How insulin resistance can lead to type 2 diabetes
As we’ve already seen, when you have insulin resistance, your pancreas works overtime to make more insulin and regulate your blood sugar levels. But this only works for a while because, after a point, the pancreas cannot keep up. So unless you make serious changes to your diet and exercise regimen, your blood sugar levels will continue to rise, paving the way for prediabetes. Additionally, untreated metabolic syndrome can lead to heart attack, stroke, kidney disease, eye problems, cancer and Alzheimer’s disease.
Here below we discuss the steps your doctor would take to assess your situation and arrive at a diagnosis.
- Family’s medical history: You will be asked questions about your family’s medical history to gain a thorough understanding of your genetic predisposition.
- Weight and blood pressure: Your weight and blood pressure will be checked to see if they are within the normal range or if they could be contributing factors.
- Blood tests: You will be asked to get the following blood tests done:
Fasting plasma glucose test: This measures your blood sugar after meals for at least eight hours.
Oral glucose tolerance test: After the fasting plasma glucose test, you will be given a sugary solution to drink, two hours after which you will have to take another blood test.
Haemoglobin A1C test: This one shows your average blood sugar level for the past two to three months and is used in the diagnosis of prediabetes and diabetes.
At this point, your blood test results should be within the following ranges in order to be considered normal.
- Fasting plasma glucose test: 100–125,
- Oral glucose tolerance test: 140–199 after the second test,
- A1C results of 5.7–6.4 percent.
If you cannot manage your prediabetes, and your tests indicate counts higher than the aforementioned normal range, you will be diagnosed with type-2 diabetes.
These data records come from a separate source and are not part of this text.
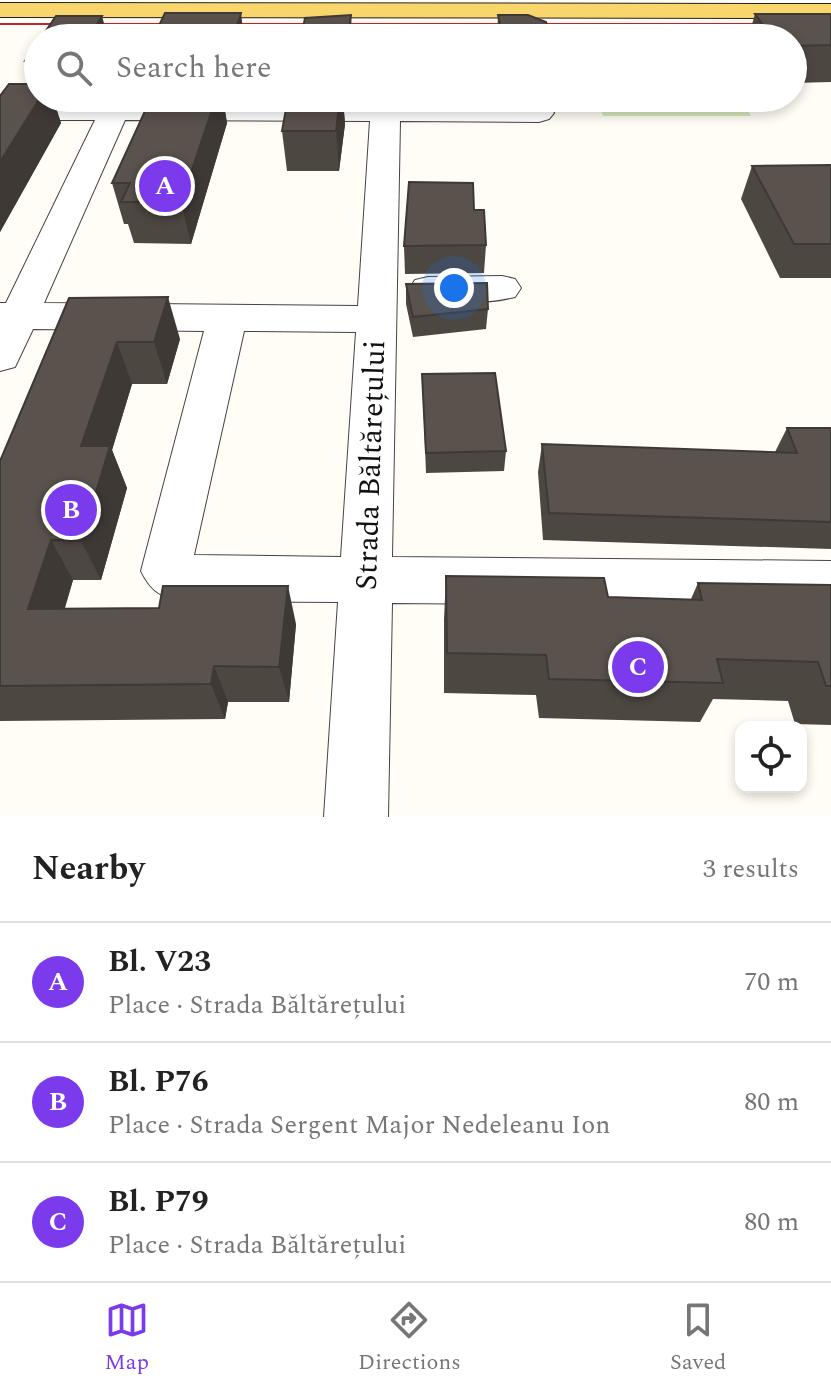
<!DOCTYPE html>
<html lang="en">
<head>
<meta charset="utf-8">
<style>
	body { margin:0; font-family:Spectral,serif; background:#f6f6f6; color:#222 }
	.controls { position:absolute; right:24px; bottom:24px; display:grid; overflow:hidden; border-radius:16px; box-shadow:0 4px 12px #0003 }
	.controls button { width:72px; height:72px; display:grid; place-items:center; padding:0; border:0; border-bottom:2px solid #e0e0e0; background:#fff; color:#222; font:40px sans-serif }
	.you { position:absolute; left:454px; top:288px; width:28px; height:28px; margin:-20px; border:6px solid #fff; border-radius:50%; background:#1a73e8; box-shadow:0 0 0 12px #1a73e833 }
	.badge { display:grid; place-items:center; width:52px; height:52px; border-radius:50%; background:#7c3aed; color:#fff; font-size:26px; font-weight:700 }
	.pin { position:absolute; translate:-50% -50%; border:4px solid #fff; box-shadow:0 2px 8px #0006 }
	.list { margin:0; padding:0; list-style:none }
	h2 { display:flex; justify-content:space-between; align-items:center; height:104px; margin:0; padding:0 32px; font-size:34px }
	h2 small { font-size:26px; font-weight:400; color:#767676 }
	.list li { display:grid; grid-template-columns:52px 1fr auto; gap:24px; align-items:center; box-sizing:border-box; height:120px; padding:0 32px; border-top:2px solid #e0e0e0 }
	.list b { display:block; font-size:30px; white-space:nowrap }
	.list p { margin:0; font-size:26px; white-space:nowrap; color:#767676 }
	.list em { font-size:26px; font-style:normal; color:#767676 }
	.icon { flex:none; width:44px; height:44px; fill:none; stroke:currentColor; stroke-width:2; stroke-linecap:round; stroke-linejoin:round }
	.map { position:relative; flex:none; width:831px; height:817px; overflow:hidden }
	.search { position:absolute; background:#fff; box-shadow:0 4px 12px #0003; left:24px; right:24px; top:24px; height:88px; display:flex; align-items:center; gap:20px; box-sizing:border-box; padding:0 28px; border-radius:44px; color:#767676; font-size:30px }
	.sheet { height:464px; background:#fff }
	nav { display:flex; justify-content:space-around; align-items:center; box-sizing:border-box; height:112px; border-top:2px solid #e0e0e0; background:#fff; font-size:22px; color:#767676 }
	nav a { display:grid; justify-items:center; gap:4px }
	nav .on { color:#7c3aed }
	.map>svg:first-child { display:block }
	.green { fill:#d5ebbd }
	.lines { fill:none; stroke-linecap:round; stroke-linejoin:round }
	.minor-casing { stroke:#444; stroke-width:2 }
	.major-casing { stroke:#222; stroke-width:2 }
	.minor { fill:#fff; fill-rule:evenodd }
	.major { fill:#f9d66b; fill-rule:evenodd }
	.tram { stroke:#c4262e; stroke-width:2 }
	.wall { fill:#4d4742 }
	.shaded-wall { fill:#3f3936 }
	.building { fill:#5a524d; stroke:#3f3936; stroke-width:2 }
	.labels { text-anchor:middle; stroke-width:8; stroke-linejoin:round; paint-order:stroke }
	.street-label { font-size:30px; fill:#111; stroke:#fff }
</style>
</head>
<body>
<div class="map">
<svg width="831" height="817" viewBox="0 0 831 817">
	<rect width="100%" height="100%" fill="#fffdf5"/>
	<!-- green -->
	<polygon class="green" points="598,98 741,98 751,116 603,116"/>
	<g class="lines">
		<defs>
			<g id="minor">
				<polygon points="151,26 160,29 164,34 161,38 135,38 142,29"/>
				<path d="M 106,98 L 134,98 L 132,103 L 539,104 L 549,107 L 554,113 L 549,119 L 539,122 L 400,121 L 392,557 L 831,561 L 831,607 L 392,603 L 388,817 L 324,817 L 338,602 L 176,601 C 157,594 150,589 141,571 L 204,331 L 33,329 L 15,367 L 0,371 L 0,303 L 6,303 L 95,120 L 0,120 L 0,102 L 103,103 ZM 125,120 L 370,121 L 358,306 L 44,303 ZM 244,331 L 356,332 L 341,557 L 194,555 Z"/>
				<path d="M 502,276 L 515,279 L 521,288 L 515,297 C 486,304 444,305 415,298 L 409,289 L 415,280 L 428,277 Z"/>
			</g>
			<polygon id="major" points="0,3 831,4 831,18 0,17"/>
		</defs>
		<!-- minor casing -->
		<use href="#minor" class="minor-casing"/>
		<!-- major casing -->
		<use href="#major" class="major-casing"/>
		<!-- minor -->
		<use href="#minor" class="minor"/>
		<!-- major -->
		<use href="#major" class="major"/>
		<!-- tram -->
		<g class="tram">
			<polyline points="0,24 180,24"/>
			<polyline points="220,24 776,24"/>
		</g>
	</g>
	<!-- wall -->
	<g class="wall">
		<polygon points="755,14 831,14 831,82 793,83 793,38 748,38"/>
		<polygon points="498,15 551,38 497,38"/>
		<polygon points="38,42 38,98 75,98 74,100 53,100 61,123 0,232 0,96 9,84 33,84 25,61"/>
		<polygon points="151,98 234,98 233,100 223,100 227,123 191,244 134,243 128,224 124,224 112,183"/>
		<polygon points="288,98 348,98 348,101 343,101 345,124 339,171 287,171 282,131"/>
		<polygon points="831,165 831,278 780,278 741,199 752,166"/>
		<polygon points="474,210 486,245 484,273 405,274 404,246"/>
		<polygon points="406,284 488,309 486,329 413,337 406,304"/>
		<polygon points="69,298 180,339 167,384 132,384 112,450 127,488 101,580 73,580 65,608 296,624 289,702 228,702 225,719 0,721 0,461"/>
		<polygon points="422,374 506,451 504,471 426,473"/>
		<polygon points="787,428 831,428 831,549 543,540 538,472 542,444 775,452"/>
		<polygon points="446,576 608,597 691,599 698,583 831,585 831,725 795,724 788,701 713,699 700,722 539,718 536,695 444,693 444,619"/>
	</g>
	<!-- shaded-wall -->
	<g class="shaded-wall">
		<polygon points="241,13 244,38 233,38"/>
		<polygon points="351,15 352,38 348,38"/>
		<polygon points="102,16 108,38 89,38"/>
		<polygon points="40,98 53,98 61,123 0,232 0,162"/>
		<polygon points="216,98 223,98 227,123 191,244 181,202"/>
		<polygon points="340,98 343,98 345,124 339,171 336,131"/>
		<polygon points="168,297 180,339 167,384 154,342"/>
		<polygon points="117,342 132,384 112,450 127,488 101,580 81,541 81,446"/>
		<polygon points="51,540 73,580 53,646 28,609"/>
		<polygon points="288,586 296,624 289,702 279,667"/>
		<polygon points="214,666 228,702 225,719 211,684"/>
	</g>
	<!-- building -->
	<g class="building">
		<polygon points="165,13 241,13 233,38 153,38"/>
		<polygon points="755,14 831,14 831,45 793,46 793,38 772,38"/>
		<polygon points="351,15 348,38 301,38 305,18"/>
		<polygon points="498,15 528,15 546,22 551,38 503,38"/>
		<polygon points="56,16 102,16 89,38 41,38"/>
		<polygon points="38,42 38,62 25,61"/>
		<polygon points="9,84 38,84 38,98 40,98 0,162 0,96"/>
		<polygon points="151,98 216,98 181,202 121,202 130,183 112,183"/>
		<polygon points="288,98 340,98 336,131 282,131"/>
		<polygon points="831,165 831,244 794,244 752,166"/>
		<polygon points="409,182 473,183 474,210 484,210 486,245 404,246"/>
		<polygon points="487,283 488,309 413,317 406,284"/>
		<polygon points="168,297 154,342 117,342 81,446 110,446 81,541 51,540 28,609 159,608 163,586 288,586 279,667 214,666 211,684 0,686 0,461 69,298"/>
		<polygon points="495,373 506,451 426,453 422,374"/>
		<polygon points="787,428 831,428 831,522 549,513 542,444 797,453"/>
		<polygon points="446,576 604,578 608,597 702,600 698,583 831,585 831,686 826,686 818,662 717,659 723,683 549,679 546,655 447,653"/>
	</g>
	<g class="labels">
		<!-- street labels -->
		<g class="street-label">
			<text transform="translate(370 465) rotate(-88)" y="10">Strada Băltărețului</text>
		</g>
	</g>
</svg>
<div class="controls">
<button><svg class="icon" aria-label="locate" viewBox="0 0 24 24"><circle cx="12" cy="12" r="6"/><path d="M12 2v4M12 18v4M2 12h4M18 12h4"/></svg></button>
</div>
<div class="you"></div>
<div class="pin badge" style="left:165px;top:186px">A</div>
<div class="pin badge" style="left:71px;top:510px">B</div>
<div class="pin badge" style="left:638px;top:667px">C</div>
<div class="search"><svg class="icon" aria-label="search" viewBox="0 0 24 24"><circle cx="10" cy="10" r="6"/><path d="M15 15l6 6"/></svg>Search here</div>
</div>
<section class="sheet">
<h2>Nearby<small>3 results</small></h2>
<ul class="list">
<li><span class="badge">A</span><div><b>Bl. V23</b><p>Place · Strada Băltărețului</p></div><em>70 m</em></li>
<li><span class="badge">B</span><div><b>Bl. P76</b><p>Place · Strada Sergent Major Nedeleanu Ion</p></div><em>80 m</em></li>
<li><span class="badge">C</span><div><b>Bl. P79</b><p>Place · Strada Băltărețului</p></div><em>80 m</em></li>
</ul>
</section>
<nav>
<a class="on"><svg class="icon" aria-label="map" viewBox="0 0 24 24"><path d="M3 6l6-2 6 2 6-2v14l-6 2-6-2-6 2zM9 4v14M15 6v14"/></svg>Map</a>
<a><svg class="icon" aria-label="directions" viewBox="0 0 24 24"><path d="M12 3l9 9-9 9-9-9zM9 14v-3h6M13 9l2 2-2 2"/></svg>Directions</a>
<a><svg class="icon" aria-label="saved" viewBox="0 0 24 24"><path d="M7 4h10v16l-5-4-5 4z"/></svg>Saved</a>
</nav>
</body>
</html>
Insulin resistance occurs when your body’s response to insulin becomes impaired. Over time, this leads to a build-up of glucose in the bloodstream, paving the way for prediabetes and, eventually, type-2 diabetes.
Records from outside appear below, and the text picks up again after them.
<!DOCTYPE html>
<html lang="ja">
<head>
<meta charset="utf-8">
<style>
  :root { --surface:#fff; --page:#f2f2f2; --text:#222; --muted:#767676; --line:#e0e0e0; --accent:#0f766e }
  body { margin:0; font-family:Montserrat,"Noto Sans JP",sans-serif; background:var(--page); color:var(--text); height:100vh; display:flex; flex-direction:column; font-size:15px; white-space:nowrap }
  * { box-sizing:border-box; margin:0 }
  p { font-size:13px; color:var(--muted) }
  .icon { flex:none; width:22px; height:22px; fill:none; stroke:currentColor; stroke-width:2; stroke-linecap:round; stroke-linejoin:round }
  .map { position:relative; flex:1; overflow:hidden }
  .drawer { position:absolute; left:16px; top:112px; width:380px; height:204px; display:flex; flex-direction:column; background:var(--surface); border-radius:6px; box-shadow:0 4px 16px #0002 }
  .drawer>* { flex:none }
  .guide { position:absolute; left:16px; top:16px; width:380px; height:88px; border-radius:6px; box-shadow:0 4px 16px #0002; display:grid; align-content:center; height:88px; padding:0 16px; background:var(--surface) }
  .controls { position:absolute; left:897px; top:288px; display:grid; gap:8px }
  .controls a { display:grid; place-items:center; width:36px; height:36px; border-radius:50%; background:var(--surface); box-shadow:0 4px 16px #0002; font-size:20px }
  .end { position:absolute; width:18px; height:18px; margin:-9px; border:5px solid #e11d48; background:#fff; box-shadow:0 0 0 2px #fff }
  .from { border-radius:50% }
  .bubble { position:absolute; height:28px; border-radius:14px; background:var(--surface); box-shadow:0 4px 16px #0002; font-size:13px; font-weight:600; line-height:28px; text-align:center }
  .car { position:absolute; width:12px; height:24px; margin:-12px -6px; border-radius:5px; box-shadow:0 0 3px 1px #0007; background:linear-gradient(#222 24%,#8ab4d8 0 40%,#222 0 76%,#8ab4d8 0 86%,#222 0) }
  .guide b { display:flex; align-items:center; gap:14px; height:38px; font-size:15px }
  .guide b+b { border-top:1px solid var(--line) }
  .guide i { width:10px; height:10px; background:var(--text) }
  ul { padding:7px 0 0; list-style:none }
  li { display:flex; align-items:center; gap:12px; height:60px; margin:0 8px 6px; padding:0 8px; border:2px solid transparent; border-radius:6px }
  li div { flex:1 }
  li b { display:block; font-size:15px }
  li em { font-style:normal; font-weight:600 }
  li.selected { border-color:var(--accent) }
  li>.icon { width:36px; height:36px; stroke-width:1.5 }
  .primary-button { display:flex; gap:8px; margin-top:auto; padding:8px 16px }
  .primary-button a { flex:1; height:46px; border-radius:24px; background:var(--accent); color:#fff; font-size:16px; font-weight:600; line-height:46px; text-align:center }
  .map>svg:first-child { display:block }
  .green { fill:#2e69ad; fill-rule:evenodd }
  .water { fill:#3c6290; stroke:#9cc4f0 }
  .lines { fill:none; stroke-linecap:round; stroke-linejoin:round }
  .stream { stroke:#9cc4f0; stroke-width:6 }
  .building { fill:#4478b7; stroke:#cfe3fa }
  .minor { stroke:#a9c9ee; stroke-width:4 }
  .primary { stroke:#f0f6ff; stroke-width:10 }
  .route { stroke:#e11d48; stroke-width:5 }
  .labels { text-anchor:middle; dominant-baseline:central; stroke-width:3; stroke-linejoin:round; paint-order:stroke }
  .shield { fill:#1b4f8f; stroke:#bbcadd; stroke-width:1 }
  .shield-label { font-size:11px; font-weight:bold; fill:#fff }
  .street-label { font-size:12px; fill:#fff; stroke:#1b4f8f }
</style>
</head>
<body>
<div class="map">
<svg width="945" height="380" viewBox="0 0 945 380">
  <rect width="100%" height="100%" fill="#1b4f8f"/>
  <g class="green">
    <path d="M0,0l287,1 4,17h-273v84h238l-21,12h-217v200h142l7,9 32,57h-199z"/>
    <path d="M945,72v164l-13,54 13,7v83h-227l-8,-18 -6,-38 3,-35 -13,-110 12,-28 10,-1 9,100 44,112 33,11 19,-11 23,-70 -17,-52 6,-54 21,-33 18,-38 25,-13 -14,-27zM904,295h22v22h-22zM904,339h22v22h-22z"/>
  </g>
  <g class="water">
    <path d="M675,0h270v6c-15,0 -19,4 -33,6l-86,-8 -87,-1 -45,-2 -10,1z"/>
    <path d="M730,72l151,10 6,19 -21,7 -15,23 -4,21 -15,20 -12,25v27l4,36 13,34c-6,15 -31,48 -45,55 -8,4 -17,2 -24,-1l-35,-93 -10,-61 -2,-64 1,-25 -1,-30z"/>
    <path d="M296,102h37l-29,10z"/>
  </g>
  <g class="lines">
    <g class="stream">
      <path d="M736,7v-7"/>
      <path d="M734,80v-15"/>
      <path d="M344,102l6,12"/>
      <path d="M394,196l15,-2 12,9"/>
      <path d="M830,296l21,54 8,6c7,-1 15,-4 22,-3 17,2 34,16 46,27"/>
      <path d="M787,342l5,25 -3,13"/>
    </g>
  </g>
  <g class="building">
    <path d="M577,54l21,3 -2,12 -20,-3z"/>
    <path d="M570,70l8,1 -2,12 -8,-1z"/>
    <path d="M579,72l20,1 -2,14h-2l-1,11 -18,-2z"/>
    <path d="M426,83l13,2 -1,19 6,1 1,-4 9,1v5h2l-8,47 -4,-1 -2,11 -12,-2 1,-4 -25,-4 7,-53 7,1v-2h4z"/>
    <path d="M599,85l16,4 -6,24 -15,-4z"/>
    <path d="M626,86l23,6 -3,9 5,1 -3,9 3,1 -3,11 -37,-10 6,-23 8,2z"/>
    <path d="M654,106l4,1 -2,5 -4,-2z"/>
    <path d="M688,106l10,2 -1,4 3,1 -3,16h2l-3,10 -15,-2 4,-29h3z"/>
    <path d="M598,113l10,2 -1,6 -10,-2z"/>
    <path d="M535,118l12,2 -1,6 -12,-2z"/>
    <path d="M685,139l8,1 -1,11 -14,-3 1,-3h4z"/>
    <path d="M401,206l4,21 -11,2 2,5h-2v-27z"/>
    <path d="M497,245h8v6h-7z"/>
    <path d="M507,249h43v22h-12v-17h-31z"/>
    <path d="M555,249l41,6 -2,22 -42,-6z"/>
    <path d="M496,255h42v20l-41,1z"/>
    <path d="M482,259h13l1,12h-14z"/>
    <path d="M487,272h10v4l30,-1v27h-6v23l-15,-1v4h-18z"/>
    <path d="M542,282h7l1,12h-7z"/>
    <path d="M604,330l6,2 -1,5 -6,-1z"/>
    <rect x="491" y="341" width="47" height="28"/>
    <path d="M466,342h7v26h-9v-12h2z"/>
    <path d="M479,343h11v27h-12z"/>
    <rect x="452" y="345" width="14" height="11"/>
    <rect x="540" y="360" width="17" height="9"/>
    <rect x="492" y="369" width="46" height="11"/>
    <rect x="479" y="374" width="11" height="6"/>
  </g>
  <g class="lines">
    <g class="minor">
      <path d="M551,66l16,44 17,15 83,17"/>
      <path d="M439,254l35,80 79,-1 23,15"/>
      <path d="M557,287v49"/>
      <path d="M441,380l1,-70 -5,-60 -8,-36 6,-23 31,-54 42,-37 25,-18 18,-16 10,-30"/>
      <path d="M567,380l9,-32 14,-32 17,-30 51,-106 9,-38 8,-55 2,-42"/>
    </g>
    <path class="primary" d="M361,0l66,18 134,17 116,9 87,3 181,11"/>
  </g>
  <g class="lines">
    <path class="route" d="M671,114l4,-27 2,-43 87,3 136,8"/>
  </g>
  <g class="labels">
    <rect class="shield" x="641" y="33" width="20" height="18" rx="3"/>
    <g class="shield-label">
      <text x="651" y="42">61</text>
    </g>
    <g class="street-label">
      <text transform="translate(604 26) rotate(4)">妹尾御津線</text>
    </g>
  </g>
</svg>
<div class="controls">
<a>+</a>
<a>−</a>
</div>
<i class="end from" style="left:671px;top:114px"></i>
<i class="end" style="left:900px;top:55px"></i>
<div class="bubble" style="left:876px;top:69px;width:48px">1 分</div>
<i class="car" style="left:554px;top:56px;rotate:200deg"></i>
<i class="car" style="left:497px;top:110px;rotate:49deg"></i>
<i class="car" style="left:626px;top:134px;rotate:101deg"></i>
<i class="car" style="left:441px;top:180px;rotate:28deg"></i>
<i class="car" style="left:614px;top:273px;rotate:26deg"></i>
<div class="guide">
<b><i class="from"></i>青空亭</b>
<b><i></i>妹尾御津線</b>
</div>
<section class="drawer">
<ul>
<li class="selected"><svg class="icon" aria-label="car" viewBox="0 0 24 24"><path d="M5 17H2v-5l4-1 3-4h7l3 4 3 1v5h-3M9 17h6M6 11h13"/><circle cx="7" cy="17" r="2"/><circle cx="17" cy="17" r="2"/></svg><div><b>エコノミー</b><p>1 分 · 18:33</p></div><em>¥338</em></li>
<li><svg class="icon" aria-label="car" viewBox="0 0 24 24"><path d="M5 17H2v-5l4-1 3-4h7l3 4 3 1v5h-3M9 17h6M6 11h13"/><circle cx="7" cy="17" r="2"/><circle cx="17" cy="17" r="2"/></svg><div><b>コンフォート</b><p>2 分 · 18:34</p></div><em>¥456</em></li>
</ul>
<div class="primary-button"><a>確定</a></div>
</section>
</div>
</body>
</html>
While the precise cause of insulin resistance is still unknown, there are a number of factors—like having a consistently high-sugar, high-calorie diet, obesity, chronic stress, PCOS, etc.—that have been known to contribute to the condition. There are also certain people, like those with a family history of type 2 diabetes and a personal history of gestational diabetes, those over the age of 45, and so on, who may be more at risk for developing insulin resistance.
Insulin resistance and prediabetes are almost interchangeable terms. Insulin resistance occurs when the sugar in the bloodstream is not being absorbed by the cells, fat and liver, and the pancreas isn’t able to produce enough insulin to keep blood sugar levels within the normal range. On the other hand, prediabetes occurs when blood sugar levels are higher than the normal range but not high enough to be considered diabetes.
The symptoms of insulin resistance and prediabetes are not easily detectable on the surface, although there are some common warning bells to watch out for. Once detected, serious dietary changes and a proper exercise regimen are a must. Else, one risks the condition invariably progressing to prediabetes and, ultimately, diabetes.
Disclaimer: The contents of this article are for general information and educational purposes only. It neither provides any medical advice nor intends to substitute professional medical opinion on the treatment, diagnosis, prevention or alleviation of any disease, disorder or disability. Always consult with your doctor or qualified healthcare professional about your health condition and/or concerns and before undertaking a new healthcare regimen including making any dietary or lifestyle changes.